The president’s gambit worked. Alice Roosevelt was the number one story on the Taft diplomatic junket to the Far East. Alice stole the show so completely that even history has been fooled. Even if the true purpose of the mission had leaked it is doubtful that it would have moved the president’s daughter off the front pages. She jumped fully clothed into the ship’s swimming pool, talked Hawaiian hula dancers into doing their real, more erotic, version of the dance, and smoked quaint pipes of Japanese tobacco. When she became bored at Philippine banquets she furtively created paths of food, luring the insidious ants to the leg of the banquet table which was soon swarming with the invaders.
Her encounter with the Empress Dowager of China was as frightening and colorful as a scene out of an Indiana Jones movie. Apparently growing jealous of her own interpreter’s ability to talk freely to her famous guest and perhaps sensing in Alice another strong woman, the Empress ordered her interpreter to prostrate himself on the pain of death and to keep his forehead touching the ground throughout the audience. Alice was duly impressed and amused.

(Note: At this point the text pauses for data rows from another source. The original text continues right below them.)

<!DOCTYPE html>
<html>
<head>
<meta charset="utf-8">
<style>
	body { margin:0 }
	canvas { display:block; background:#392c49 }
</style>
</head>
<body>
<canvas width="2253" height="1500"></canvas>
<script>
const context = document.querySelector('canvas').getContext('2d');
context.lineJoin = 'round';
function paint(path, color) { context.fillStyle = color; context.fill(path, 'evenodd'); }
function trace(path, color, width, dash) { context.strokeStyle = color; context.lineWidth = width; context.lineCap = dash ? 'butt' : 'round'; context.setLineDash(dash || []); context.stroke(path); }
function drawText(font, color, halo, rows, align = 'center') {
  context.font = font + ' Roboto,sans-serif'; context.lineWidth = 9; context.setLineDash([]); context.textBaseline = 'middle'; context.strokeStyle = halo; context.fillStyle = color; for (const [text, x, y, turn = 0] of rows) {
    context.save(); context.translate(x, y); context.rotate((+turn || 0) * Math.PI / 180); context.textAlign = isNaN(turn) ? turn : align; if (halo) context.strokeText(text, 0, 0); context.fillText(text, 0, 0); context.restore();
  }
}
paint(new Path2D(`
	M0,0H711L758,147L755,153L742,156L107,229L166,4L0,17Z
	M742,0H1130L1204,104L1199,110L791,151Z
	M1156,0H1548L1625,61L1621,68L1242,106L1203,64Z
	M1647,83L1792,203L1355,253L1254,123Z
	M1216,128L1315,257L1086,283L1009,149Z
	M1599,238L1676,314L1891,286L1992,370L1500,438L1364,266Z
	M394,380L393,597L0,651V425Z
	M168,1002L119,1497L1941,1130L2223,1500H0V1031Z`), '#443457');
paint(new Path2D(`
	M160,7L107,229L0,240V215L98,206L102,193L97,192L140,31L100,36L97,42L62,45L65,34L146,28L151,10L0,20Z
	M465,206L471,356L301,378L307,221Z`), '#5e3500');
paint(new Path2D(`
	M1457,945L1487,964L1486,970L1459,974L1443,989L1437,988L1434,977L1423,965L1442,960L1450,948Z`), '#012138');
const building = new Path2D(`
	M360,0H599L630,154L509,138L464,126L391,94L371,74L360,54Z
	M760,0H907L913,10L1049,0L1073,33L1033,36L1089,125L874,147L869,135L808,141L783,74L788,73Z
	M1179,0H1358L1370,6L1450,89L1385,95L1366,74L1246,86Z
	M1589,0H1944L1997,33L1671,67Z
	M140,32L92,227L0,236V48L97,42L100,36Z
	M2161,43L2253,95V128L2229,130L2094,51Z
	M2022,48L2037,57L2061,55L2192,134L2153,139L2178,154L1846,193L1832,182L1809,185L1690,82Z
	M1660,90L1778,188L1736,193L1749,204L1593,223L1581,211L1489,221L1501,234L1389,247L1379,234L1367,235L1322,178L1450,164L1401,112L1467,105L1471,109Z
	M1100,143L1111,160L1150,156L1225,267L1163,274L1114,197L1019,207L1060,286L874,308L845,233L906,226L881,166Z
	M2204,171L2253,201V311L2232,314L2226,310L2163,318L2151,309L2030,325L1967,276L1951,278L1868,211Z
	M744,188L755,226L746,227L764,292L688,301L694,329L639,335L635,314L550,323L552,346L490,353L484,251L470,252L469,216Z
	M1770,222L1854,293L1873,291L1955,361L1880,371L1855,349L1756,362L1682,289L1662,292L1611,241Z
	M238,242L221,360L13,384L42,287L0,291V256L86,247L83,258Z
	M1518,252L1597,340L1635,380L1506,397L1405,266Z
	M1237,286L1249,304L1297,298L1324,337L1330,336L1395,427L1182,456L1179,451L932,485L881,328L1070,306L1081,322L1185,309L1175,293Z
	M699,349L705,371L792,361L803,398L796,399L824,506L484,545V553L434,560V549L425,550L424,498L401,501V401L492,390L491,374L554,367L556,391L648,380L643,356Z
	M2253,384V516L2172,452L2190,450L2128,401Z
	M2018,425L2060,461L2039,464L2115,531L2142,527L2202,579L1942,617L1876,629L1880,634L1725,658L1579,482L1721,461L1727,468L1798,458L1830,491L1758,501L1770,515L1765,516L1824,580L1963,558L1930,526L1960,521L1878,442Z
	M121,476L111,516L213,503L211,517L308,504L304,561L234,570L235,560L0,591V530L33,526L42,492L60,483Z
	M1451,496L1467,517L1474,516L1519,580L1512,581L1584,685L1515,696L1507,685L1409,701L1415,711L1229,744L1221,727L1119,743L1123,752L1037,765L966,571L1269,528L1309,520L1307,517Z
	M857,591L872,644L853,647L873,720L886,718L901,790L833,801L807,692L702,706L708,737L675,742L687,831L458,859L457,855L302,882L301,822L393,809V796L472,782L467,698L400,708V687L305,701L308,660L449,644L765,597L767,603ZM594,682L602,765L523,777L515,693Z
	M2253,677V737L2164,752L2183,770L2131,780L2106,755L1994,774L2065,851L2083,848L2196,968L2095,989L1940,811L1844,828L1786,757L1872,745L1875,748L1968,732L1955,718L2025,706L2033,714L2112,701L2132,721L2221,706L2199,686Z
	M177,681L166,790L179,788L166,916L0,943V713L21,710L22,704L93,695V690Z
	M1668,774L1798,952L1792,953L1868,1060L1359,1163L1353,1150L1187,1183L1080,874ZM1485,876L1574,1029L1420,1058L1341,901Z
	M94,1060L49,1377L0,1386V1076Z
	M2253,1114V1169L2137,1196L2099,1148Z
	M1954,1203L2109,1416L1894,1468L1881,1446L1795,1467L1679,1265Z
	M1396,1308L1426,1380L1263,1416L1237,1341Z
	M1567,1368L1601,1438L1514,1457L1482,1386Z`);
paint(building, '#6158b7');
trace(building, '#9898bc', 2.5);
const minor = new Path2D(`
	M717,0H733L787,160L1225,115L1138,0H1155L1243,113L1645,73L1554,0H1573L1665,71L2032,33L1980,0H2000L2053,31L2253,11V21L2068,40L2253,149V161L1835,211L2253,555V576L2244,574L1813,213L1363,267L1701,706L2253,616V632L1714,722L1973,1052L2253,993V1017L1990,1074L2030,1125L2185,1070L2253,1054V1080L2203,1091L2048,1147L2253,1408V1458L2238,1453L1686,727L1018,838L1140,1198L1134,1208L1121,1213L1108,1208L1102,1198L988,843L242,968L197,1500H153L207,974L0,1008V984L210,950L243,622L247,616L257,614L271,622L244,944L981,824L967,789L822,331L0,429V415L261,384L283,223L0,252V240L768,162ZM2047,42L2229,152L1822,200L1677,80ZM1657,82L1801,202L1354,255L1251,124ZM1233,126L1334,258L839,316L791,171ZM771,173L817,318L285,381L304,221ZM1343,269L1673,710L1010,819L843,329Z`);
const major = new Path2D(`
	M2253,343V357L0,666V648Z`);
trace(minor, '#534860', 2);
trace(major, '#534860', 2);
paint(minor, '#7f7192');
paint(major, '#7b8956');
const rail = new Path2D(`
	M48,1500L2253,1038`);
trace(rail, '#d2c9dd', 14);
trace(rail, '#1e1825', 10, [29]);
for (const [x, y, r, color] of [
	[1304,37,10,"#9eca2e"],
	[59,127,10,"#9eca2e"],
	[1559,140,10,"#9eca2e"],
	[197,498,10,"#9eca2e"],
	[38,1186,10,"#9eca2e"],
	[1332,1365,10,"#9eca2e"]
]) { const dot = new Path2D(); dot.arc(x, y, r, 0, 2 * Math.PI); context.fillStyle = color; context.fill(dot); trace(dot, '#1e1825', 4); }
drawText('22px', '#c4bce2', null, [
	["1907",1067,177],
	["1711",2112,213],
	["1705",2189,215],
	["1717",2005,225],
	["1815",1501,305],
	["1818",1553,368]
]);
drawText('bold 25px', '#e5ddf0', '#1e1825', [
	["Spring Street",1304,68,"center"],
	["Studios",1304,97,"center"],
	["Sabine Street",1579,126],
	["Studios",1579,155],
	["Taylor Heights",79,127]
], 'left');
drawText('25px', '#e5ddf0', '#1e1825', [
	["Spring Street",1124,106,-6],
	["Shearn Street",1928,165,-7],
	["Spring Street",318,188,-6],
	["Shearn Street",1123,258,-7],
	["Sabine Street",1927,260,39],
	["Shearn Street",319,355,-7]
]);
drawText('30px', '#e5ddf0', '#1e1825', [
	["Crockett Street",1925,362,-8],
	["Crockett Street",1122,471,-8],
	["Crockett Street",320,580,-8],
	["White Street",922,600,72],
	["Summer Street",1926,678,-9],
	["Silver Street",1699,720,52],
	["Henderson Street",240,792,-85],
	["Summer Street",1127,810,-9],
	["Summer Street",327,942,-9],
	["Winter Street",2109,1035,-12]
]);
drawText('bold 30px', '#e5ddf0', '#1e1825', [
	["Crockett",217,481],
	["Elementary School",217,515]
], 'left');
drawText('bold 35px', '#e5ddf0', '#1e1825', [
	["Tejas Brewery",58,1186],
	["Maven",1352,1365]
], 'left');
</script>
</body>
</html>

There was another reason the president wanted his daughter onboard the ship to the Philippines. He wanted to give her a “breathing spell,” a chance to get away from the young men besieging the White House. It was an idea reminiscent of President and Mrs. Grant who thirty years before had sent daughter Nellie to Europe lest she fall for one of her Washington suitors and marry too young. And it would have the same result.
Thirty-five-year-old Ohio Congressman Nicholas Longworth had been one of the many Washington men pursuing Alice. He was older, bald, but rich and a saucy raconteur. As a member of the Foreign Affairs Committee he wrangled a place on the Taft Philippines junket, giving him the chance to pursue Alice without competition. And Alice, restless as she was, fearful of even a moment of boredom, eventually found time on the long cruise for Nick Longworth. By the time the mission returned to America the romance was on.
Before the trip was over, Alice Roosevelt had successfully exported her brand to the world. So pressing were the crowds and so elaborate the growing entourage trailing her that falling behind Alice could mean getting shut out of the party altogether. Mrs. Taft, wife of the Secretary of War and a future First Lady had to talk her way back into a hotel by saying her husband was traveling with Miss Roosevelt!
It had long ceased being a diplomatic mission led by an American cabinet member. It was now the Alice Lee Roosevelt road show. A touring German prince gave her a bracelet, a South Pacific native king proposed that she join his harem and everywhere she went she was feted and presented with beautiful gifts. Teasing relatives and friends back home referred to her as “Alice in plunderland.”